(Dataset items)
══════

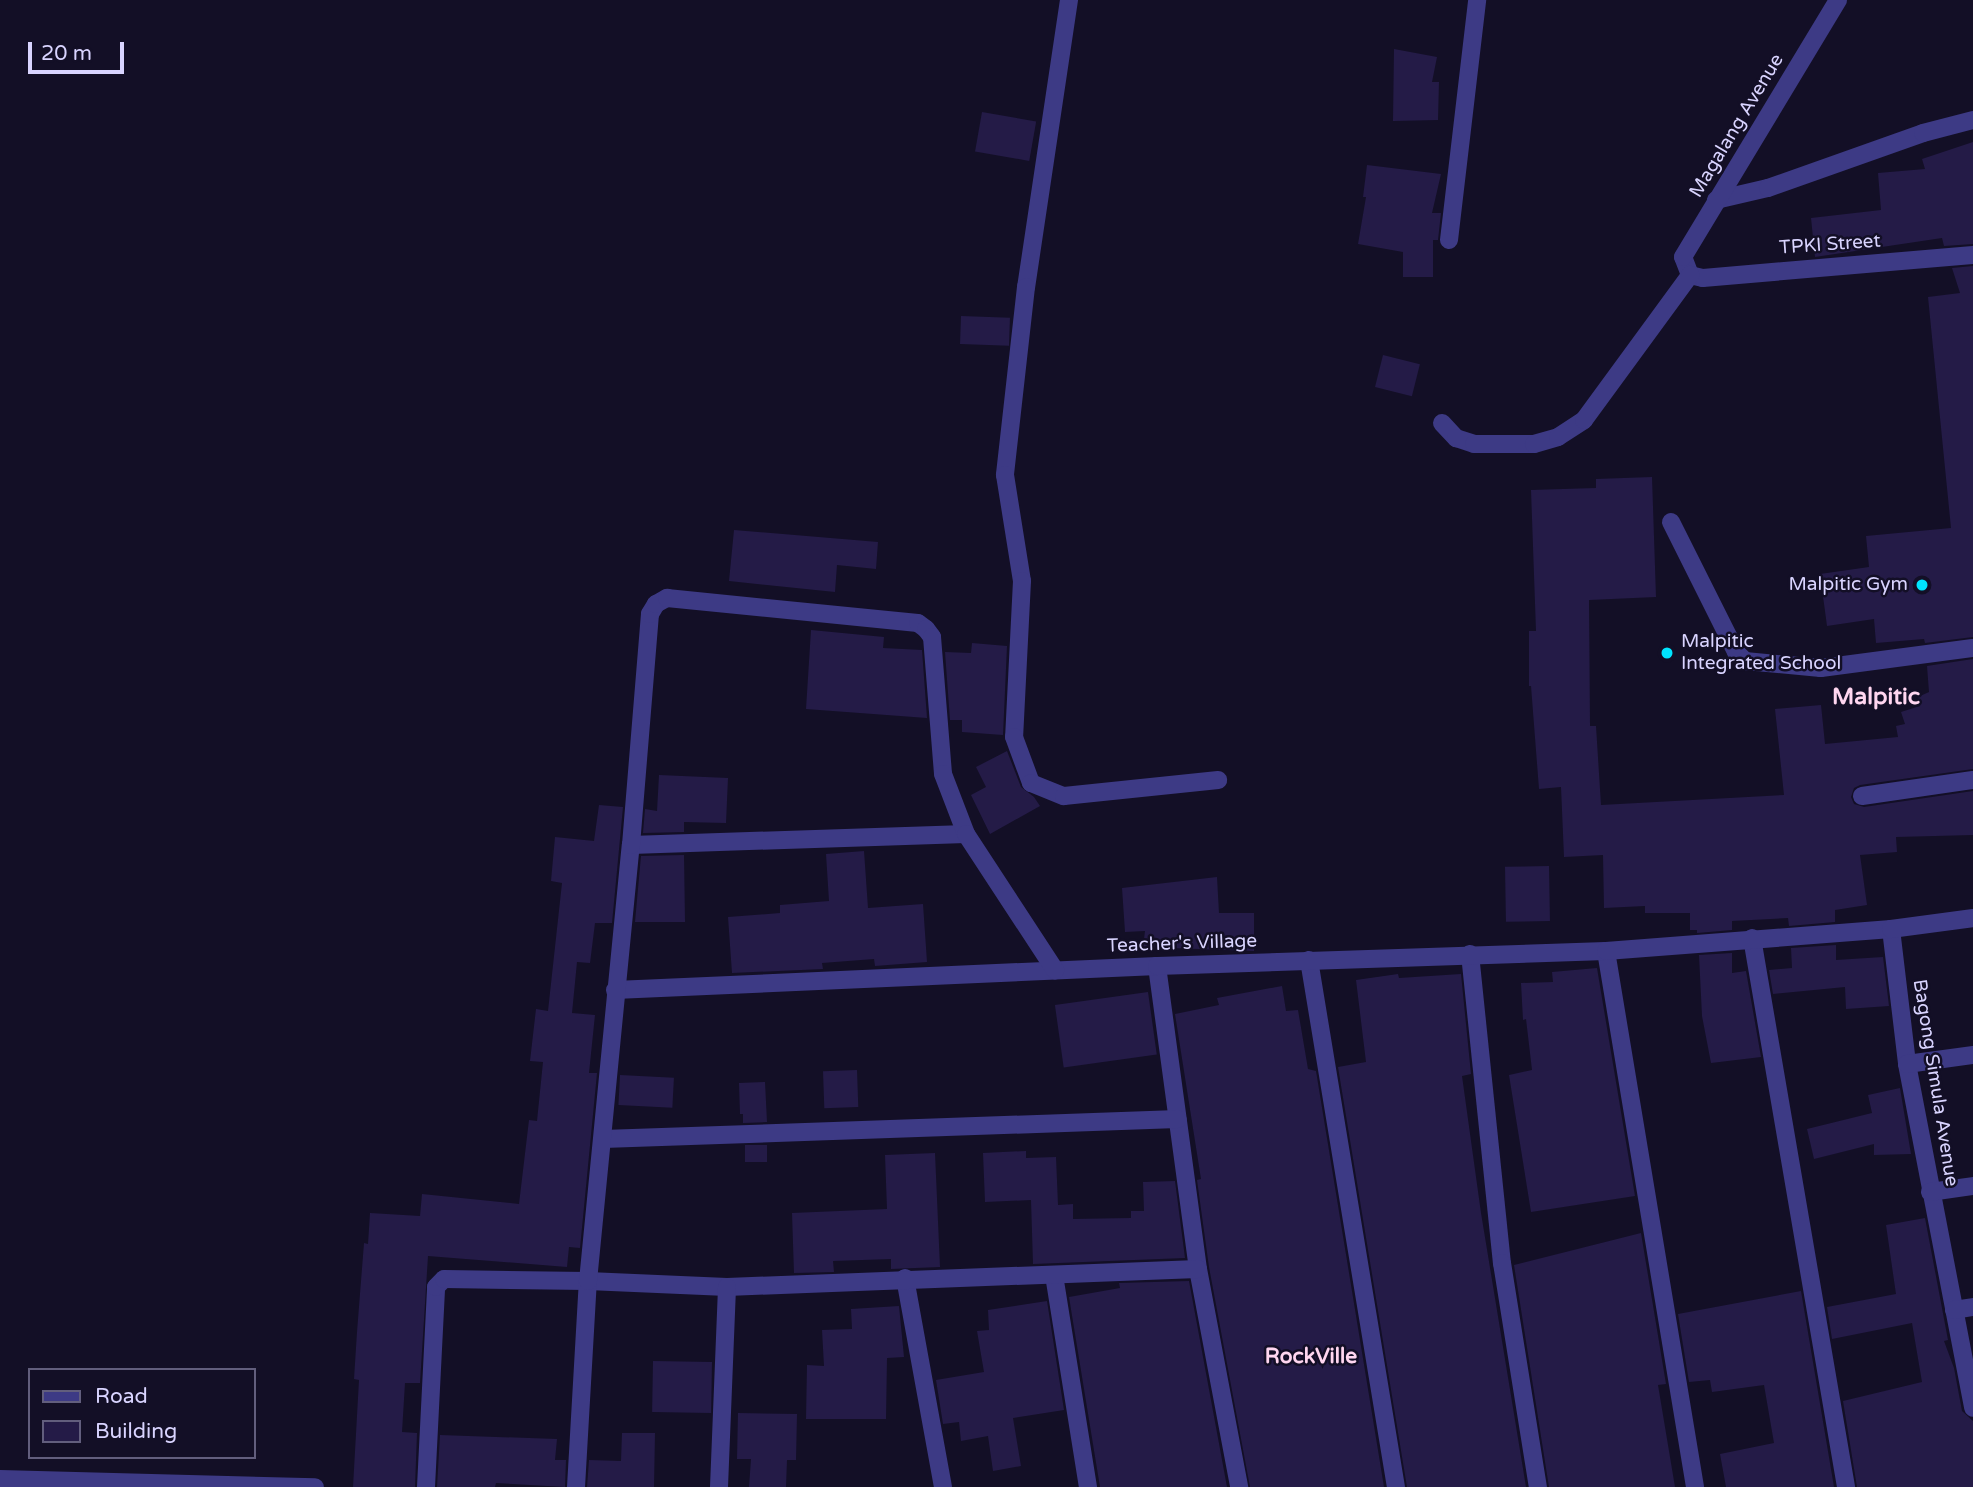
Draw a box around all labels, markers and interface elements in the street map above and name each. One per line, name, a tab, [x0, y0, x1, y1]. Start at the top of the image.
scale bar	[32, 28, 128, 72]
text: 20 m	[41, 41, 92, 66]
street label: Magalang Avenue	[1685, 50, 1789, 202]
street label: TPKI Street	[1778, 230, 1882, 260]
place label: Malpitic Gym	[1788, 574, 1908, 596]
marker: Malpitic Gym	[1914, 577, 1930, 593]
place label: Malpitic Integrated School	[1681, 631, 1841, 675]
marker: Malpitic Integrated School	[1659, 645, 1675, 661]
district label: Malpitic	[1832, 683, 1920, 711]
street label: Teacher's Village	[1106, 930, 1258, 958]
street label: Bagong Simula Avenue	[1907, 978, 1963, 1188]
district label: RockVille	[1265, 1344, 1357, 1370]
legend	[28, 1368, 256, 1459]
text: Road	[95, 1384, 148, 1409]
text: Building	[95, 1419, 177, 1444]

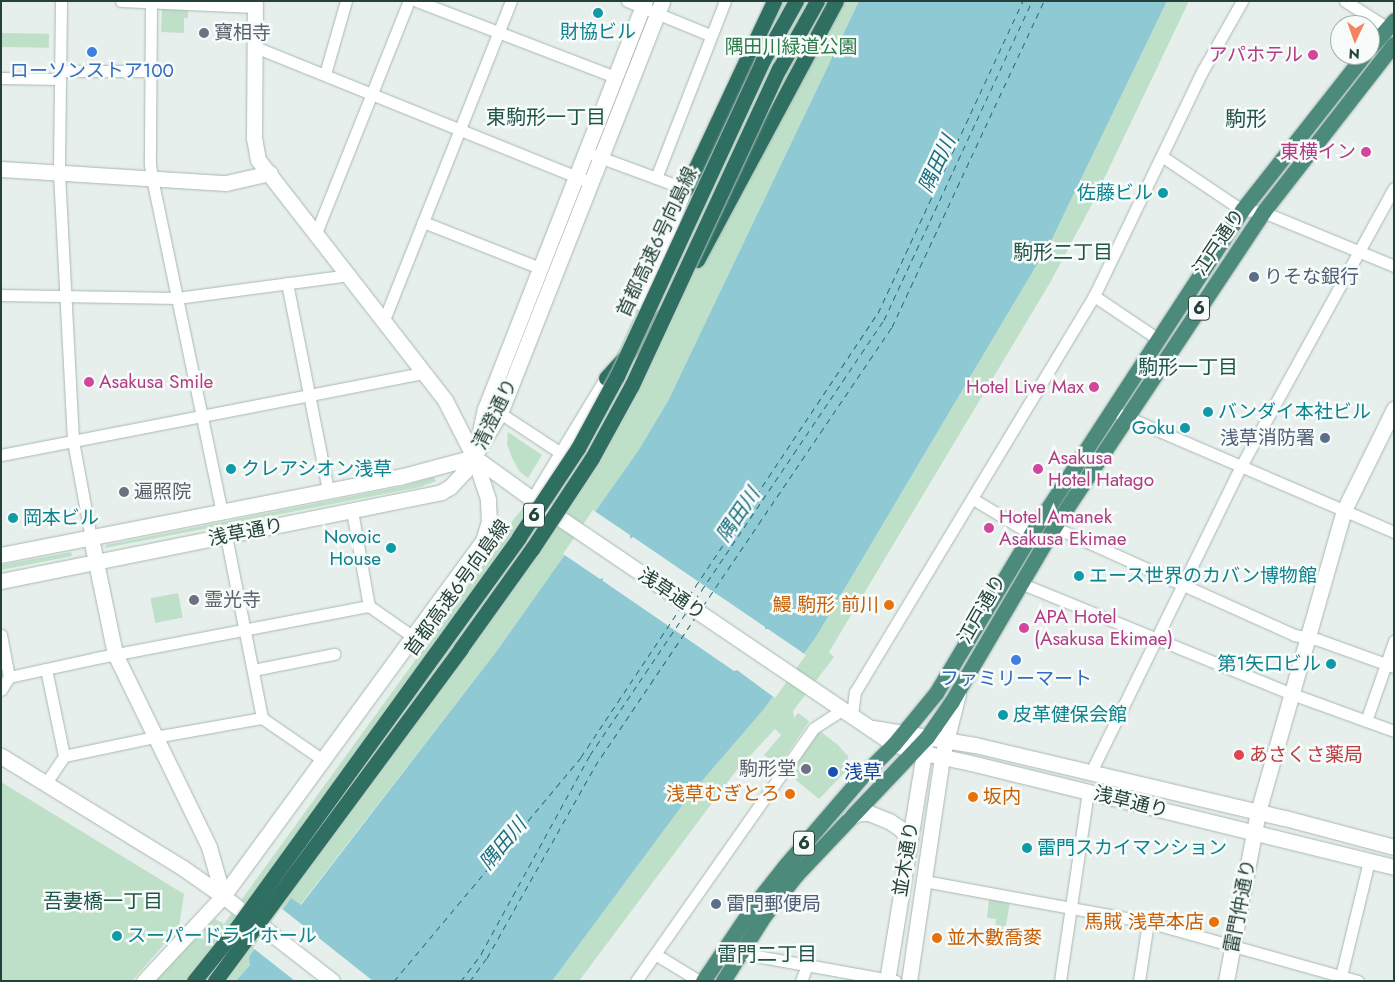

══════

### WHAT IS EXPECTED
Your answer must be an exact transcription of the records above, minus the pictures.

### RESPONSE TO THIS TASK
Draw a box around all labels, markers and interface elements in the street map above and name each. One per line, name, a tab, [x0, y0, x1, y1]. Start at the top of the image.
scale bar	[32, 28, 128, 72]
text: 20 m	[41, 41, 92, 66]
street label: Magalang Avenue	[1685, 50, 1789, 202]
street label: TPKI Street	[1778, 230, 1882, 260]
place label: Malpitic Gym	[1788, 574, 1908, 596]
marker: Malpitic Gym	[1914, 577, 1930, 593]
place label: Malpitic Integrated School	[1681, 631, 1841, 675]
marker: Malpitic Integrated School	[1659, 645, 1675, 661]
district label: Malpitic	[1832, 683, 1920, 711]
street label: Teacher's Village	[1106, 930, 1258, 958]
street label: Bagong Simula Avenue	[1907, 978, 1963, 1188]
district label: RockVille	[1265, 1344, 1357, 1370]
legend	[28, 1368, 256, 1459]
text: Road	[95, 1384, 148, 1409]
text: Building	[95, 1419, 177, 1444]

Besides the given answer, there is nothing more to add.